Huang Jason H, Zager Eric L
Department of Neurosurgery, Hospital of the University of Pennsylvania, University of Pennsylvania Medical Center, Philadelphia, USA.
Neurosurgery. 2004 Oct;55(4):897-902; discussion 902-3. doi: 10.1227/01.neu.0000137333.04342.4d.
Thoracic outlet syndrome (TOS) is one of the most controversial clinical entities in medicine. We provide a review of this difficult-to-treat disorder, including a brief overview, clinical presentations, surgical anatomy, treatment options, and outcomes.

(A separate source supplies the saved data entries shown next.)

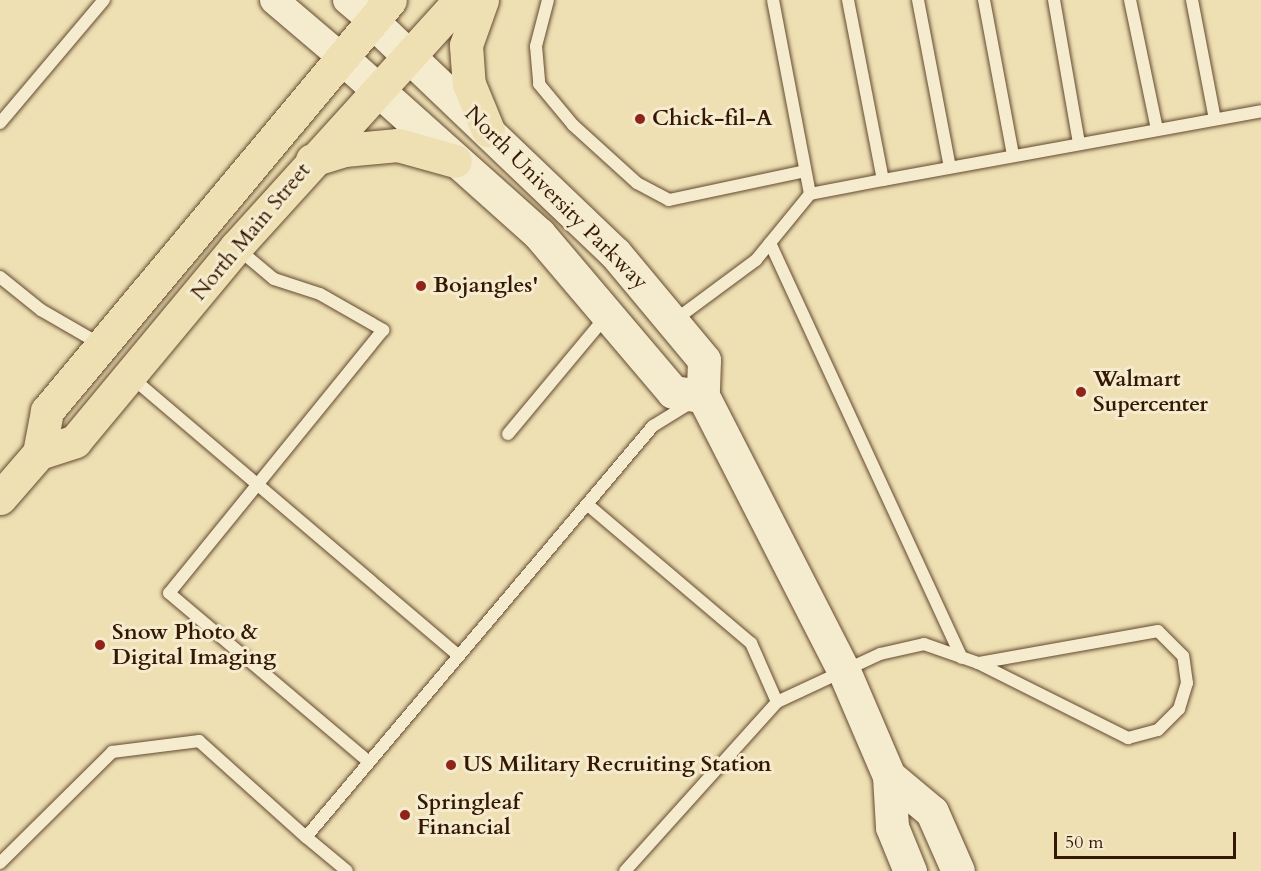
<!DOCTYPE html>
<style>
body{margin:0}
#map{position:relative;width:1261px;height:871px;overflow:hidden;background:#efe0b4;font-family:Cardo,serif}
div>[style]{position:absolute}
.roads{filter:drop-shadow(0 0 2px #644a2f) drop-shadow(0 0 2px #644a2f)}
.service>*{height:12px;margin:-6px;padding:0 6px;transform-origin:6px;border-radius:6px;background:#f5ebce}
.tertiary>*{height:28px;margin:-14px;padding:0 14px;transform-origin:14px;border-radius:14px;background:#f5ebce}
.secondary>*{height:33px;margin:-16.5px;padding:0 16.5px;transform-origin:16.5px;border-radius:16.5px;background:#f5ebce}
.primary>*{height:33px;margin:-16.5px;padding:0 16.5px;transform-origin:16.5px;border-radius:16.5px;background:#efe0b4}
.dots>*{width:16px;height:16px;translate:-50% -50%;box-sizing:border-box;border:3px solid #f5ebce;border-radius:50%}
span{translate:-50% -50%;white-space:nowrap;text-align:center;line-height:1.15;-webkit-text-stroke:6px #f5ebce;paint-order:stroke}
.poi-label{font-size:22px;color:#351803;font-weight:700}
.left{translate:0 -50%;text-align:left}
.street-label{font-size:22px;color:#351803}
.scale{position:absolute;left:1054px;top:832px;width:182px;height:27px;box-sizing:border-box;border:3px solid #351803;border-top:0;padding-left:8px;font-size:18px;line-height:21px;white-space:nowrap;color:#351803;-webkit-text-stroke:4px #f5ebce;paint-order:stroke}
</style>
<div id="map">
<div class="roads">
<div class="service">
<i style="left:548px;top:0;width:48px;rotate:104.6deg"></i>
<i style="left:536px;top:46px;width:38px;rotate:85deg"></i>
<i style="left:539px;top:84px;width:53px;rotate:50.3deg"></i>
<i style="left:573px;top:125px;width:86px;rotate:42.2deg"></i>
<i style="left:637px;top:183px;width:36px;rotate:28deg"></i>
<i style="left:669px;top:200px;width:139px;rotate:-12deg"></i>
<i style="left:848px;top:0;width:183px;rotate:79deg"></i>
<i style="left:883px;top:180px;width:384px;rotate:-10.3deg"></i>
<i style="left:918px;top:0;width:170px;rotate:79.2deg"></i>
<i style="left:984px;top:0;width:158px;rotate:79.4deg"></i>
<i style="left:1054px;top:0;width:145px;rotate:80.1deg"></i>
<i style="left:1130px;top:0;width:132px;rotate:78.2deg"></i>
<i style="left:1192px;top:0;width:121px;rotate:79.1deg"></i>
<i style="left:0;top:123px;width:161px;rotate:-49.8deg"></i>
<i style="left:810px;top:194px;width:74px;rotate:-10.9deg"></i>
<i style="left:770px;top:243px;width:457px;rotate:65.2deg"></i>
<i style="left:237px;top:248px;width:48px;rotate:40deg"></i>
<i style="left:274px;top:279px;width:48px;rotate:18.1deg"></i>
<i style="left:320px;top:294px;width:73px;rotate:29.7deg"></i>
<i style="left:383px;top:330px;width:339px;rotate:129.1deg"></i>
<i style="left:169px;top:593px;width:262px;rotate:40.2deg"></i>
<i style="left:0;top:277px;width:53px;rotate:38.8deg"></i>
<i style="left:41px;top:310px;width:68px;rotate:30deg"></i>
<i style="left:675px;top:320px;width:101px;rotate:-36.5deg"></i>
<i style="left:756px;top:260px;width:85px;rotate:-50.7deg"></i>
<i style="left:810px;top:194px;width:197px;rotate:-100.8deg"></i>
<i style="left:130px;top:376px;width:432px;rotate:40.4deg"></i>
<i style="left:508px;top:434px;width:155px;rotate:-50.2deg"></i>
<i style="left:588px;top:505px;width:214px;rotate:40.3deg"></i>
<i style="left:751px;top:643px;width:64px;rotate:66.2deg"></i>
<i style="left:306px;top:837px;width:53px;rotate:39.7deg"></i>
<i style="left:0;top:863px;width:158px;rotate:-44.7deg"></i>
<i style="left:112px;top:752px;width:88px;rotate:-7.2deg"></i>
<i style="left:199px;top:741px;width:144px;rotate:41.9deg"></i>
<i style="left:306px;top:837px;width:538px;rotate:-49.83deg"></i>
<i style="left:653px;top:426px;width:46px;rotate:-31.6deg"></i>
<i style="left:625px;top:871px;width:227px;rotate:-48deg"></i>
<i style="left:777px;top:702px;width:114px;rotate:-25deg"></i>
<i style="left:880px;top:654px;width:45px;rotate:-12.8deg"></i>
<i style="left:924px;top:644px;width:57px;rotate:19.4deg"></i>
<i style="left:978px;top:663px;width:168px;rotate:26.6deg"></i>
<i style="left:1128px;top:738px;width:31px;rotate:-15deg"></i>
<i style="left:1158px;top:730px;width:30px;rotate:-45deg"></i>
<i style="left:1179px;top:709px;width:27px;rotate:-73deg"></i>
<i style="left:1187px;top:683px;width:27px;rotate:-98deg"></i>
<i style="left:1183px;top:656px;width:35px;rotate:-135deg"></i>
<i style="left:1158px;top:631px;width:183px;rotate:169.9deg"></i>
</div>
<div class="tertiary">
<i style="left:274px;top:0;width:88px;rotate:40.4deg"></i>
<i style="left:347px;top:0;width:33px;rotate:40deg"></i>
</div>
<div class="secondary">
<i style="left:372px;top:21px;width:336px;rotate:43.7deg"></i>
<i style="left:615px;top:253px;width:139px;rotate:50.2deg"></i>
<i style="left:704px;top:360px;width:36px;rotate:92deg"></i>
<i style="left:703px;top:396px;width:309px;rotate:62.9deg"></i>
<i style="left:844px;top:671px;width:114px;rotate:66.8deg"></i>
<i style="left:889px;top:776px;width:51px;rotate:86.6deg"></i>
<i style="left:892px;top:827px;width:48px;rotate:67.8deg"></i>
<i style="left:341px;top:57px;width:266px;rotate:41.8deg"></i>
<i style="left:539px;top:234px;width:207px;rotate:49.7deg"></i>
<i style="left:673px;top:392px;width:30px;rotate:8deg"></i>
<i style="left:889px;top:776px;width:56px;rotate:39.9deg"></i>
<i style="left:932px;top:812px;width:64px;rotate:66.2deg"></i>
</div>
<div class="primary">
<i style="left:482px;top:0;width:48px;rotate:109.6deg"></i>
<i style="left:466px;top:45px;width:39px;rotate:86deg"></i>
<i style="left:469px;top:84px;width:50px;rotate:67.6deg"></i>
<i style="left:312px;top:160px;width:34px;rotate:-17deg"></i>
<i style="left:344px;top:150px;width:54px;rotate:-5.3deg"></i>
<i style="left:398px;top:145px;width:59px;rotate:15.7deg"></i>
<i style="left:39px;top:453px;width:43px;rotate:-79.2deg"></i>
<i style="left:47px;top:411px;width:535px;rotate:-50.15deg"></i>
<i style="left:0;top:498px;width:60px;rotate:-49.1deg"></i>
<i style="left:39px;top:453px;width:38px;rotate:-18deg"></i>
<i style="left:75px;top:441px;width:252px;rotate:-50.3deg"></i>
<i style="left:236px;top:247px;width:333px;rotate:-47.8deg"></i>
</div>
</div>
<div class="dots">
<i style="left:640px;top:119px;background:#8f2418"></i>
<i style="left:421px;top:286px;background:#8f2418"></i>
<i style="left:1081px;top:392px;background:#8f2418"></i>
<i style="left:100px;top:645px;background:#8f2418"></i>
<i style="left:451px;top:765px;background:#8f2418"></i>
<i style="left:405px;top:815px;background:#8f2418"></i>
</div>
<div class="poi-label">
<span class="left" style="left:652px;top:119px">Chick-fil-A</span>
<span class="left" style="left:433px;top:286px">Bojangles'</span>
<span class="left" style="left:1093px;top:392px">Walmart<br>Supercenter</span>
<span class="left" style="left:112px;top:645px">Snow Photo &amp;<br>Digital Imaging</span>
<span class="left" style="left:463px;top:765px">US Military Recruiting Station</span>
<span class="left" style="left:417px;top:815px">Springleaf<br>Financial</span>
</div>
<div class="street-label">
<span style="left:556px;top:198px;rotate:45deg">North University Parkway</span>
<span style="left:251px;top:232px;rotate:-50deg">North Main Street</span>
</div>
<div class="scale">50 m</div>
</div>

TOS represents a spectrum of disorders encompassing three related syndromes: compression of the brachial plexus (neurogenic TOS), compression of the subclavian artery or vein (vascular TOS), and the nonspecific or disputed type of TOS. Neurovascular compression may be observed most commonly in the interscalene triangle, but it also has been described in the costoclavicular space and in the subcoracoid space. Patients present with symptoms and signs of arterial insufficiency, venous obstruction, painless wasting of intrinsic hand muscles, paresthesia, and pain. A careful and detailed medical history and physical examination are the most important diagnostic tools for proper identification of TOS. Electromyography, nerve conduction studies, and imaging of the cervical spine and the chest also can provide helpful information regarding diagnosis. Clinical management usually starts with conservative treatment including exercise programs and physical therapy; when these therapies fail, patients are considered for surgery. Two of the most commonly used surgical approaches are the supraclavicular exposure and the transaxillary approach with first rib resection. On occasion, these approaches may be combined or, alternatively, posterior subscapular exposure may be used in selected patients.
TOS is perhaps the most difficult entrapment neuropathy encountered by neurosurgeons. Surgical intervention is indicated for vascular and true neurogenic TOS and for some patients with the common or nonspecific type of TOS in whom nonoperative therapies fail. With careful patient selection, operative intervention usually yields satisfactory results.
胸廓出口综合征(TOS)是医学上最具争议的临床病症之一。我们对这种难以治疗的疾病进行综述,包括简要概述、临床表现、手术解剖、治疗选择和治疗结果。
TOS代表一系列疾病,包括三种相关综合征:臂丛神经受压(神经源性TOS)、锁骨下动脉或静脉受压(血管性TOS)以及非特异性或有争议类型的TOS。神经血管受压最常见于斜角肌间隙,但在肋锁间隙和喙突下间隙也有描述。患者表现为动脉供血不足、静脉阻塞、手部固有肌肉无痛性萎缩、感觉异常和疼痛的症状及体征。仔细而详细的病史和体格检查是正确识别TOS最重要的诊断工具。肌电图、神经传导研究以及颈椎和胸部的影像学检查也可为诊断提供有用信息。临床管理通常从保守治疗开始,包括运动计划和物理治疗;当这些治疗失败时,考虑对患者进行手术。两种最常用的手术方法是锁骨上入路和经腋窝入路并切除第一肋。有时,这些方法可以联合使用,或者在特定患者中使用后肩胛下入路。
TOS可能是神经外科医生遇到的最难治的卡压性神经病。对于血管性和真正的神经源性TOS以及一些非手术治疗失败的常见或非特异性类型的TOS患者,建议进行手术干预。通过仔细选择患者,手术干预通常会产生满意的结果。